══ Records shown

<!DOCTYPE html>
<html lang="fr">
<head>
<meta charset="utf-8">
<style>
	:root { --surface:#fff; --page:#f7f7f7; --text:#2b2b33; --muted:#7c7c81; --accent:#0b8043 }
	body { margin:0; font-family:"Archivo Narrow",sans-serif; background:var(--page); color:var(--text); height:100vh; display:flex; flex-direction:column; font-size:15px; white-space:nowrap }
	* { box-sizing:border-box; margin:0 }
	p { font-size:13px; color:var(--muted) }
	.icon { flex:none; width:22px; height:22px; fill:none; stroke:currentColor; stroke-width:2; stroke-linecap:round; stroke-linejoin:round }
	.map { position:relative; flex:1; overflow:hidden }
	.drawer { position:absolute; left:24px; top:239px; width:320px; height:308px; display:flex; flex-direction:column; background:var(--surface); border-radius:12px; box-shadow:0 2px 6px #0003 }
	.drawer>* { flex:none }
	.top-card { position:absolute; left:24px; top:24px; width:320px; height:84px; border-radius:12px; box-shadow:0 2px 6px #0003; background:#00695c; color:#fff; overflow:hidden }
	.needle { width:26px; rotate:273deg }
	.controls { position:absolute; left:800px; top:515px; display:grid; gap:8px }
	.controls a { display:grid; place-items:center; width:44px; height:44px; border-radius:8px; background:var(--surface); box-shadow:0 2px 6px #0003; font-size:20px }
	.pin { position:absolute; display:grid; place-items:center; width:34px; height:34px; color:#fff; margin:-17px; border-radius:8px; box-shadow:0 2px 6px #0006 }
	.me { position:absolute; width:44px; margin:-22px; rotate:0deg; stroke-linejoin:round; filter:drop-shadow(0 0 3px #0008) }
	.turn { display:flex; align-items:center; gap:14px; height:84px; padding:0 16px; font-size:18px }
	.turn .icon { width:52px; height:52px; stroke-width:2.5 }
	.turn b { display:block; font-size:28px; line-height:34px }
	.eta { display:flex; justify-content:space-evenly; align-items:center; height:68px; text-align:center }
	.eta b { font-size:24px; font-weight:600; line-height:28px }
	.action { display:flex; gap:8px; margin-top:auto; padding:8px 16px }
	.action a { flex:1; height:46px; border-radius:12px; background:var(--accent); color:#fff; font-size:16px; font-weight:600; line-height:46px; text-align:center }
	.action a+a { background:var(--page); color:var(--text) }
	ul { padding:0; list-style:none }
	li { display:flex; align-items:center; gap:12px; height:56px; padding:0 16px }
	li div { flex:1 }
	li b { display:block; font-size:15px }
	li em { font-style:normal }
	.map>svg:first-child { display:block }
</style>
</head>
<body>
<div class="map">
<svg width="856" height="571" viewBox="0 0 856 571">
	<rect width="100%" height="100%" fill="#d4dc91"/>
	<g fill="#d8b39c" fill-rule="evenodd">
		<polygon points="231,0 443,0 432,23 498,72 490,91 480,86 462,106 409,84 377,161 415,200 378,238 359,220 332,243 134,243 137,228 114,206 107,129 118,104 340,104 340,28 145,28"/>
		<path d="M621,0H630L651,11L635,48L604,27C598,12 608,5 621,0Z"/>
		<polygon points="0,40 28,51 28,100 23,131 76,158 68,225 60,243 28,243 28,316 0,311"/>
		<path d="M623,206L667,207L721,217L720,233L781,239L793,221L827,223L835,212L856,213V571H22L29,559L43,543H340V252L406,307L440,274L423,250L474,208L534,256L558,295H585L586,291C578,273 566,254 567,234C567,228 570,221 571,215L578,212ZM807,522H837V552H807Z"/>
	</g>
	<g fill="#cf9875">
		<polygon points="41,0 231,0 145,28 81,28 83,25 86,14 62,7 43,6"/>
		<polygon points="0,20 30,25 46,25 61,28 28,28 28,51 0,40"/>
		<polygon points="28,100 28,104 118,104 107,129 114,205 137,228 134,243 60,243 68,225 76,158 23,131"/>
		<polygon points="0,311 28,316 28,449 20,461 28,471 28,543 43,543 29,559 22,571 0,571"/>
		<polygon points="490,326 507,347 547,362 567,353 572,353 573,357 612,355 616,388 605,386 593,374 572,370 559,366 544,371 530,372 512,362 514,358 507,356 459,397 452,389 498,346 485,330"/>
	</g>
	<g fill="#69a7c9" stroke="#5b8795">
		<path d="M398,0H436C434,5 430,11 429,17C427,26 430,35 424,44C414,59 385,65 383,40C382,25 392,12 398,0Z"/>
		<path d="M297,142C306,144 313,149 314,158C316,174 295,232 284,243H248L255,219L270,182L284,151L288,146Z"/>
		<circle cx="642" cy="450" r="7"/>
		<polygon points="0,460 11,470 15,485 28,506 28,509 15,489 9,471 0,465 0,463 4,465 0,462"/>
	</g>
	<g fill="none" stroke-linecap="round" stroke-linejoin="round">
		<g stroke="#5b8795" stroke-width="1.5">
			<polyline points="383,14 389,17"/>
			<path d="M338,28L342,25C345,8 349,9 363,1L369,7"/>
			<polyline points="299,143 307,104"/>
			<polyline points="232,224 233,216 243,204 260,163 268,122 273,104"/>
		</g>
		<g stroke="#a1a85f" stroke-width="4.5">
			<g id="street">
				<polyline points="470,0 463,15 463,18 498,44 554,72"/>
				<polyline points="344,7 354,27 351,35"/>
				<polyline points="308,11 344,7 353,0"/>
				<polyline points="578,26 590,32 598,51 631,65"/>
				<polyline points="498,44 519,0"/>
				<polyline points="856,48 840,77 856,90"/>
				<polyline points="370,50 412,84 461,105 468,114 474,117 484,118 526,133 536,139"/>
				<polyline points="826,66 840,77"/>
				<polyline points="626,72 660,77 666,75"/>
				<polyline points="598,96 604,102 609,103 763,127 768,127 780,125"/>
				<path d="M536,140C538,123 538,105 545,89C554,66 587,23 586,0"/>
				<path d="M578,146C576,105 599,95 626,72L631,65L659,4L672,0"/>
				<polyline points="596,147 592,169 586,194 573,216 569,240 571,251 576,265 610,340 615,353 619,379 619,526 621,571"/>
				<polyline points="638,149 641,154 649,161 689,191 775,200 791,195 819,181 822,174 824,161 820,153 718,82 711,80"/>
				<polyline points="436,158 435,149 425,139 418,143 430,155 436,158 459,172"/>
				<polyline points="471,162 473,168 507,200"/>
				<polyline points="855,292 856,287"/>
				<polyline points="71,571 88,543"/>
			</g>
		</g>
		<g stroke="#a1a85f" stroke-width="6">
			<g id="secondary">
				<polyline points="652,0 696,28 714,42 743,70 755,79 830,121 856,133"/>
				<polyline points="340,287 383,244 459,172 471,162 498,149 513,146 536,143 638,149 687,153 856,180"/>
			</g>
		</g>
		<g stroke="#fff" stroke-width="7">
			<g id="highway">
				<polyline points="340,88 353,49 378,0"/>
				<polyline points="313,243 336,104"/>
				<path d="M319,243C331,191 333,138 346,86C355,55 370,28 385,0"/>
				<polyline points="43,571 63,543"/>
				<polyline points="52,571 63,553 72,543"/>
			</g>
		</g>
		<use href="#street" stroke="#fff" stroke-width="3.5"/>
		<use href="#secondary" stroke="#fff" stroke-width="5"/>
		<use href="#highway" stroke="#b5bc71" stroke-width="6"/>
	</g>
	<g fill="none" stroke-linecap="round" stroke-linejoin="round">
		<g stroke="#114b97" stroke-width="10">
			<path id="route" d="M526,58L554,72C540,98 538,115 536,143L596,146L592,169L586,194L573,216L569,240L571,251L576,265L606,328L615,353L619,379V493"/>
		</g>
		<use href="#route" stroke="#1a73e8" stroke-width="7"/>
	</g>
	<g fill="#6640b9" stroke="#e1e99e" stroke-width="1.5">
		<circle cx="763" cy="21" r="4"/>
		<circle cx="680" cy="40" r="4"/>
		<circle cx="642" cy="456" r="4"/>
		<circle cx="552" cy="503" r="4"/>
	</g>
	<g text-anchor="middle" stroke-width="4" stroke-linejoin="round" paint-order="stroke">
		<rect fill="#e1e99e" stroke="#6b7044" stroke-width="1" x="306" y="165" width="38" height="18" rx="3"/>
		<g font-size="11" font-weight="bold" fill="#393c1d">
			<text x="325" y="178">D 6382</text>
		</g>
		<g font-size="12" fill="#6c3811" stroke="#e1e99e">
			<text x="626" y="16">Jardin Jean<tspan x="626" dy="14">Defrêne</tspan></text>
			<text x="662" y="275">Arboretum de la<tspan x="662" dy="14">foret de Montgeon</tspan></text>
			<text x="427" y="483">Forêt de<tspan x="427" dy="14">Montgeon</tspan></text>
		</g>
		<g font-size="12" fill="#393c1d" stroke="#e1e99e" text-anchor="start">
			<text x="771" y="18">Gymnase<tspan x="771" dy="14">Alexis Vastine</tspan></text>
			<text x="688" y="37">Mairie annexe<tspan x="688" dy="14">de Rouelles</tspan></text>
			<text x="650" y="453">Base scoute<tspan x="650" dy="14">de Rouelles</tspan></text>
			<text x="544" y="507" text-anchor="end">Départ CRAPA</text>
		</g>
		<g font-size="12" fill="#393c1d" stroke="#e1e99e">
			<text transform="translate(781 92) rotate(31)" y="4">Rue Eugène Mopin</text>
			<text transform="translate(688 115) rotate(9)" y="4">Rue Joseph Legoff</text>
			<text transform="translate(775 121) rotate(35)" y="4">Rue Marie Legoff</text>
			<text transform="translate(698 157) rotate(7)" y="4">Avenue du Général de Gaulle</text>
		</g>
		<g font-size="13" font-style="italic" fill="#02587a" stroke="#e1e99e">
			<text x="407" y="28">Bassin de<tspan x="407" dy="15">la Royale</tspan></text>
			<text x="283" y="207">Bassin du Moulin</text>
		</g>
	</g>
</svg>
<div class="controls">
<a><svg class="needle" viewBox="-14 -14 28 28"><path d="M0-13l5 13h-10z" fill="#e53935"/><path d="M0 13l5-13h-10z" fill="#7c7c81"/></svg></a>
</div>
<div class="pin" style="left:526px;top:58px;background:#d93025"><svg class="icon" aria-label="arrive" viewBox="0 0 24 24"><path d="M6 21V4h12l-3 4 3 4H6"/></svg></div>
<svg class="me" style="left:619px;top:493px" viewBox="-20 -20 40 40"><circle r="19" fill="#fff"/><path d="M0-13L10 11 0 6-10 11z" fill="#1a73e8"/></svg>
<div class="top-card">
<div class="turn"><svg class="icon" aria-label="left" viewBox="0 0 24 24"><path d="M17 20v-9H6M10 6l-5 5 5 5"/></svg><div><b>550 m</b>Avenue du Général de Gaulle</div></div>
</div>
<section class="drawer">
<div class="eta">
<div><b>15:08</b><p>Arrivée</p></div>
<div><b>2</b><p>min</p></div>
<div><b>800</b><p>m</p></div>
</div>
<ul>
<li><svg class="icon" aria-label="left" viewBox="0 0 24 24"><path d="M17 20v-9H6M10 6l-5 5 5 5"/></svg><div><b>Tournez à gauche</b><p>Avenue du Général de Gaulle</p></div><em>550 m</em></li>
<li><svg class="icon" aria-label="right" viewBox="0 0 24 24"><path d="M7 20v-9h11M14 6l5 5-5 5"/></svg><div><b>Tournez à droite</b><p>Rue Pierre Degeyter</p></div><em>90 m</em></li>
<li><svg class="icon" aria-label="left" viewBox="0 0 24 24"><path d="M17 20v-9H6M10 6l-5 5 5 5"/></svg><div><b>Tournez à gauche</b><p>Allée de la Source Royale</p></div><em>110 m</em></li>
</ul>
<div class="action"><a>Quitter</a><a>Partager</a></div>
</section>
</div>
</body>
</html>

════

Look for the string "space" in the entries above. Copy every line that has it.

	body { margin:0; font-family:"Archivo Narrow",sans-serif; background:var(--page); color:var(--text); height:100vh; display:flex; flex-direction:column; font-size:15px; white-space:nowrap }
	.eta { display:flex; justify-content:space-evenly; align-items:center; height:68px; text-align:center }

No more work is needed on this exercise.